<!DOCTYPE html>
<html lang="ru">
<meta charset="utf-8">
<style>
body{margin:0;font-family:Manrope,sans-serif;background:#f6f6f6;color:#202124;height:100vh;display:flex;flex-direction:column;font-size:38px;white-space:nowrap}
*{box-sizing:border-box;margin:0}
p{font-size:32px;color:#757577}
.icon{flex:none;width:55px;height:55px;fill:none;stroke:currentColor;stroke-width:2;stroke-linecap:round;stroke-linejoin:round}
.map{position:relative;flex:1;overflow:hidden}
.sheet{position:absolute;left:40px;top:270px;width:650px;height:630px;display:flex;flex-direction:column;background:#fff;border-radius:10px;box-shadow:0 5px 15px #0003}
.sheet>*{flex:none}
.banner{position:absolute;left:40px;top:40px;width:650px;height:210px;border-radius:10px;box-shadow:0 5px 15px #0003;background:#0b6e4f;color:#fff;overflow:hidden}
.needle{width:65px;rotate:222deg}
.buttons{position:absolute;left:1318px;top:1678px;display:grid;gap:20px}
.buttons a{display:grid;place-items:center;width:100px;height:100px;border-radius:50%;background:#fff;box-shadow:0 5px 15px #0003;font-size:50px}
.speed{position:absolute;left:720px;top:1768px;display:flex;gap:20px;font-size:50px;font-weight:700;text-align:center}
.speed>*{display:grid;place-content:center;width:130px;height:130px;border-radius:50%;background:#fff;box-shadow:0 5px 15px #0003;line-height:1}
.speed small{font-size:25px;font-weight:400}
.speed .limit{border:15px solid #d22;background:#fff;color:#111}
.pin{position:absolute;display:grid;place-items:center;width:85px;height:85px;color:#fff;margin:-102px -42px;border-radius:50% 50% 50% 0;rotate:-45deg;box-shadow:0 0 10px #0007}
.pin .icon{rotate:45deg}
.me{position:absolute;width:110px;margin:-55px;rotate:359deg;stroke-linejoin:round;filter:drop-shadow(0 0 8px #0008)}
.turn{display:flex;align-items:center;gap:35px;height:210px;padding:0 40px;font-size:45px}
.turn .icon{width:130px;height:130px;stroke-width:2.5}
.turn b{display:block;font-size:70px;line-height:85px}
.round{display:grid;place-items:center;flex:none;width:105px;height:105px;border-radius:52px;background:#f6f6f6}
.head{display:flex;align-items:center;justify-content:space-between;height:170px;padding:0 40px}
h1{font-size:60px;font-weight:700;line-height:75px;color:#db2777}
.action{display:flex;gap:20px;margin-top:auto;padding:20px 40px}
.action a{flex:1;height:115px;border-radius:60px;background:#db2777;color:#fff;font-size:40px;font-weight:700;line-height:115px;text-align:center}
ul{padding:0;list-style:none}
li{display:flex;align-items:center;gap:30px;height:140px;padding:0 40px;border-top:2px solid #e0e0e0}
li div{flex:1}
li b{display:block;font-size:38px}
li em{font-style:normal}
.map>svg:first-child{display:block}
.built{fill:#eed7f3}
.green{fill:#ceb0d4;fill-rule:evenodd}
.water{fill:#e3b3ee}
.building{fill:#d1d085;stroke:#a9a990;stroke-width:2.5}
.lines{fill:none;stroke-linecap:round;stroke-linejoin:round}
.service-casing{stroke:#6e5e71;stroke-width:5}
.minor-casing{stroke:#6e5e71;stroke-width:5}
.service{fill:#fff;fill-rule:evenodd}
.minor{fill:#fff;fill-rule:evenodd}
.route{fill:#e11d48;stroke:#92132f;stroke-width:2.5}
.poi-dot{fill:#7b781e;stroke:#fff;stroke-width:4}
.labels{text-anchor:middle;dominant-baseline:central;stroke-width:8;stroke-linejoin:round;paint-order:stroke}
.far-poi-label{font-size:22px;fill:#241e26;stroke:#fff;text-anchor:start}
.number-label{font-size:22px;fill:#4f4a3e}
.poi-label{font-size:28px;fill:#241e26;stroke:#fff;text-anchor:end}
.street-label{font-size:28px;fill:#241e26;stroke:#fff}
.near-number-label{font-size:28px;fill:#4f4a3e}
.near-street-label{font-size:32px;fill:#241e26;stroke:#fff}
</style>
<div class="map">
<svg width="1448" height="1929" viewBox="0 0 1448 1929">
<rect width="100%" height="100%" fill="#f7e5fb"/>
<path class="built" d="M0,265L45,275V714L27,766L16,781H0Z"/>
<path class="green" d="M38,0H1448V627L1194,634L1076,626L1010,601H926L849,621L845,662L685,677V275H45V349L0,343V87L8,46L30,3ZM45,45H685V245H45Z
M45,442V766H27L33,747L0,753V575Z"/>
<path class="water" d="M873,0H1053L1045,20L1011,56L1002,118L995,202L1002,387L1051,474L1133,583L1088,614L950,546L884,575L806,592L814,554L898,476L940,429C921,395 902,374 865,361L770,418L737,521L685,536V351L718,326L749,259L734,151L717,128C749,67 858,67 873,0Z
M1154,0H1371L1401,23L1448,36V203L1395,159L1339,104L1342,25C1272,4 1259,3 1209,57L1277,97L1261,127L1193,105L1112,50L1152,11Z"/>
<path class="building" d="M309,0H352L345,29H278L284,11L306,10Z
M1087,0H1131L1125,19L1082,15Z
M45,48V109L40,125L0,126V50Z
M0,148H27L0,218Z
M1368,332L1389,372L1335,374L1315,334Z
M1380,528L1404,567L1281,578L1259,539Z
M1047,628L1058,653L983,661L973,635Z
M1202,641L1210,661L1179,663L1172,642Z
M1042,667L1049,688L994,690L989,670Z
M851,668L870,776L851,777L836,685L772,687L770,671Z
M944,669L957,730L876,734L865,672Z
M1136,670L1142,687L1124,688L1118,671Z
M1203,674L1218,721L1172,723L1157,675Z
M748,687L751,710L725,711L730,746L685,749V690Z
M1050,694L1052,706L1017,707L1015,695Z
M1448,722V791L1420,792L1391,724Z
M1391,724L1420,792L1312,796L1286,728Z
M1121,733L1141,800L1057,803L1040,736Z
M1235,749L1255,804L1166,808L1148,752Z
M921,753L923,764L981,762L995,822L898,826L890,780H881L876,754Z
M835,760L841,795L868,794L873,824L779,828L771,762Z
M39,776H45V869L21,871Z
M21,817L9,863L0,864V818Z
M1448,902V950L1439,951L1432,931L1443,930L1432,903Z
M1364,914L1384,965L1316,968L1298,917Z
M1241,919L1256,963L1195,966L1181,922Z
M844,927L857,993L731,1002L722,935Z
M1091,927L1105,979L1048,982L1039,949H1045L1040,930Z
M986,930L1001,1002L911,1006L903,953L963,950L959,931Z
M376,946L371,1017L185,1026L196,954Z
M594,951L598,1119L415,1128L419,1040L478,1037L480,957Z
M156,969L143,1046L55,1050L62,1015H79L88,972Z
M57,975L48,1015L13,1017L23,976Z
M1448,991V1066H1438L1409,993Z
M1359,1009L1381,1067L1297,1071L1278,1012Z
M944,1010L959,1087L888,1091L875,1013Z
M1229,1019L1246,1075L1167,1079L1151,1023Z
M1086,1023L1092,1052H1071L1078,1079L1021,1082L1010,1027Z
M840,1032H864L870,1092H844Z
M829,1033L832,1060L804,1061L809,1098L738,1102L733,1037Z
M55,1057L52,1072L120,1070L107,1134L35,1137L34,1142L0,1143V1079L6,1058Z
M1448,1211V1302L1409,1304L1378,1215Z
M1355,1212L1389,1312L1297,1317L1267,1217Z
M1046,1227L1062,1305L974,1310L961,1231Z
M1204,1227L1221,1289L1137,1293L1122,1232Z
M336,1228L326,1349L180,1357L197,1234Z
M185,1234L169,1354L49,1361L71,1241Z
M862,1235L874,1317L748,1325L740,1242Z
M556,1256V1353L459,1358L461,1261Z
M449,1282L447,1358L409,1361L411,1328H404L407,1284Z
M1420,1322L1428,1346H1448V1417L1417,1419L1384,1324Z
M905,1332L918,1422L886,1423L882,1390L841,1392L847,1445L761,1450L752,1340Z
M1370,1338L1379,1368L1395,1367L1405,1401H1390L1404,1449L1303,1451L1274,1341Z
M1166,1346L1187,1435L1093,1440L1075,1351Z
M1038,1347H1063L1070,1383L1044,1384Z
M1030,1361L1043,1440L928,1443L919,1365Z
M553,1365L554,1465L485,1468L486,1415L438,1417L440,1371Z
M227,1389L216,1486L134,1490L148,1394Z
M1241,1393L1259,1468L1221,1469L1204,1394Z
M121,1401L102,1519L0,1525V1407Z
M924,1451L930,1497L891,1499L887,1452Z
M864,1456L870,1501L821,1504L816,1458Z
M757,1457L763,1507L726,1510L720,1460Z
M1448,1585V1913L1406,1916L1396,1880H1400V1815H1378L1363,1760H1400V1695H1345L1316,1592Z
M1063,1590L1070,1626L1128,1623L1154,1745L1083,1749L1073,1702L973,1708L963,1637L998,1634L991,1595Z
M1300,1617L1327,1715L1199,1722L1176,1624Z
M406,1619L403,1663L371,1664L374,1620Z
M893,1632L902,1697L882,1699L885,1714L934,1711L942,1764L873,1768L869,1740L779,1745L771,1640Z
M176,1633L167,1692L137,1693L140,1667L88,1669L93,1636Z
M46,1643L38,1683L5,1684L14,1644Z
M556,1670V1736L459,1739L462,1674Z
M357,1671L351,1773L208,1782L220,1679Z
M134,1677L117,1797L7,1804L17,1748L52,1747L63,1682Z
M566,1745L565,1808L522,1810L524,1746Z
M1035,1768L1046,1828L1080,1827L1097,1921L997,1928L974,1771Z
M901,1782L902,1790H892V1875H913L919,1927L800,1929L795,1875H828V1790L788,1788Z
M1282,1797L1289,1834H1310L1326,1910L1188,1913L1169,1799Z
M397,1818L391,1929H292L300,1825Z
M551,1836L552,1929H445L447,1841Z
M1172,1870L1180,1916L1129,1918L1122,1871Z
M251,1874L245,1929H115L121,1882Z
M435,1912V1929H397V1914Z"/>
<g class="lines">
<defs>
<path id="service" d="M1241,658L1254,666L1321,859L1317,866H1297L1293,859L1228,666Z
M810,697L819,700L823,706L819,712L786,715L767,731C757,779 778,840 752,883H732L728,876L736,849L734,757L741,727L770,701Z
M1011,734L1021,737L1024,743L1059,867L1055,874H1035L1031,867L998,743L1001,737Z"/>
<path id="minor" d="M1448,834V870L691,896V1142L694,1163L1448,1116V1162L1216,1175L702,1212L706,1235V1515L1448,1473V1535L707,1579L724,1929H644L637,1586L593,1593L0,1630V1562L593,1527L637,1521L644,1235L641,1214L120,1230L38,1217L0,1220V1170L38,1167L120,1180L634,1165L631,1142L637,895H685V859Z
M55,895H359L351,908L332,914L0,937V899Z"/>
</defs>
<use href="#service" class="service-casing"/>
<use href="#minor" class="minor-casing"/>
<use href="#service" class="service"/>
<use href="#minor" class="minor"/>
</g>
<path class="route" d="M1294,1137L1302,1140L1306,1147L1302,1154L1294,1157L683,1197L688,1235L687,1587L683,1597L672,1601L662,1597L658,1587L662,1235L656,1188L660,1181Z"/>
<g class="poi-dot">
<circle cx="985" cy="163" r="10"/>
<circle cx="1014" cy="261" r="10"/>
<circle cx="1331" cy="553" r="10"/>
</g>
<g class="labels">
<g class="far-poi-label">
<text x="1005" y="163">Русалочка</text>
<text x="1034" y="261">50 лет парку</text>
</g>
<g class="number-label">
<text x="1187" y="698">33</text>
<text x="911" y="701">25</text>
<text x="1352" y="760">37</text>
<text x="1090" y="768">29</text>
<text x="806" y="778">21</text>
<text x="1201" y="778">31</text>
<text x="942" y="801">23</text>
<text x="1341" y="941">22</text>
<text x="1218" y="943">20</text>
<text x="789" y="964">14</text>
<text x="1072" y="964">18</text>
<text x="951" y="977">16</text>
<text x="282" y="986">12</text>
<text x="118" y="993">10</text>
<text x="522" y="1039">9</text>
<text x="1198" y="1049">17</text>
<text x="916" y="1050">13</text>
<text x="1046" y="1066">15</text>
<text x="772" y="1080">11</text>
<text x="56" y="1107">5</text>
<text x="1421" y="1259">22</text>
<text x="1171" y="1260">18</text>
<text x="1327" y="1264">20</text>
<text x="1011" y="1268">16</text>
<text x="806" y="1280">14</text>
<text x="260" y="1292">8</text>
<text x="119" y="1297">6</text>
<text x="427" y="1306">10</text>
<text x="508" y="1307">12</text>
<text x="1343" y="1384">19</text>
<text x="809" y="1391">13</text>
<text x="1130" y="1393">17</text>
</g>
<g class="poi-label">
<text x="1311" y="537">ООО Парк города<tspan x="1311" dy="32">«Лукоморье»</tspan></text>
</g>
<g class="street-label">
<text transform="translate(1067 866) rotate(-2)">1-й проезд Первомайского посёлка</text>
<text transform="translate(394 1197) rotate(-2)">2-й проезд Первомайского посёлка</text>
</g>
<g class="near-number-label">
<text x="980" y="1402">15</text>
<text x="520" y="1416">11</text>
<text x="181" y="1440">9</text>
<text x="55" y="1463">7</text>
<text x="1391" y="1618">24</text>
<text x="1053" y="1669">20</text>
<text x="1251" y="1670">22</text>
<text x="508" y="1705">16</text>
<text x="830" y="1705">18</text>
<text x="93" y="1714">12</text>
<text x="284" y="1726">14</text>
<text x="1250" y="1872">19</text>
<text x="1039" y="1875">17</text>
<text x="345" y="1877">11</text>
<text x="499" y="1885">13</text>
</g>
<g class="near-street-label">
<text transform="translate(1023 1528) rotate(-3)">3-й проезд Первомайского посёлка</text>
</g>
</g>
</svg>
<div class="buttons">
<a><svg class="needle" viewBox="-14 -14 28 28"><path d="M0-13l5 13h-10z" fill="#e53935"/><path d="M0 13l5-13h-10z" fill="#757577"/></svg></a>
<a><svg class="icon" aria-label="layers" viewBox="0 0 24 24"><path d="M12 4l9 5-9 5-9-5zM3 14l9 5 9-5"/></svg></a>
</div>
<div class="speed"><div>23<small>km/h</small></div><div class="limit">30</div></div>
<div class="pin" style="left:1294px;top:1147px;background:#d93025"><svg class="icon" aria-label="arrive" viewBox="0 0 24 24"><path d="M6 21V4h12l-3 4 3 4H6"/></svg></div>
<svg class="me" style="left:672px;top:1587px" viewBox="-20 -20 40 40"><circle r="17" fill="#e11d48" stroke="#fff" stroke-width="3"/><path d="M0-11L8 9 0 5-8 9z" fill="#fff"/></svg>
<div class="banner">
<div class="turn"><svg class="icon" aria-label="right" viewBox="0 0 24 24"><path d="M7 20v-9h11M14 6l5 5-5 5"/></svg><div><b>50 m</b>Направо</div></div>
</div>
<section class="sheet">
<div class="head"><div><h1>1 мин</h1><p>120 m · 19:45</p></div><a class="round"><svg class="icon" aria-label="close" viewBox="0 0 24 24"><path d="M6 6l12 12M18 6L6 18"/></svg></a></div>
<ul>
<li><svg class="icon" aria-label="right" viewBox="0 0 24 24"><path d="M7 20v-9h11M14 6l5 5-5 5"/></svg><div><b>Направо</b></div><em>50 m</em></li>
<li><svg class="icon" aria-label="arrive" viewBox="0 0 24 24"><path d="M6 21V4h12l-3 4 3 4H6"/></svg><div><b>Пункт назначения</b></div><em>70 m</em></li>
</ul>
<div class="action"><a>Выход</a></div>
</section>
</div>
************
= Assignment =
Whenever the string "evenodd" turns up in a line above, copy that line out.

= Task output =
.green{fill:#ceb0d4;fill-rule:evenodd}
.service{fill:#fff;fill-rule:evenodd}
.minor{fill:#fff;fill-rule:evenodd}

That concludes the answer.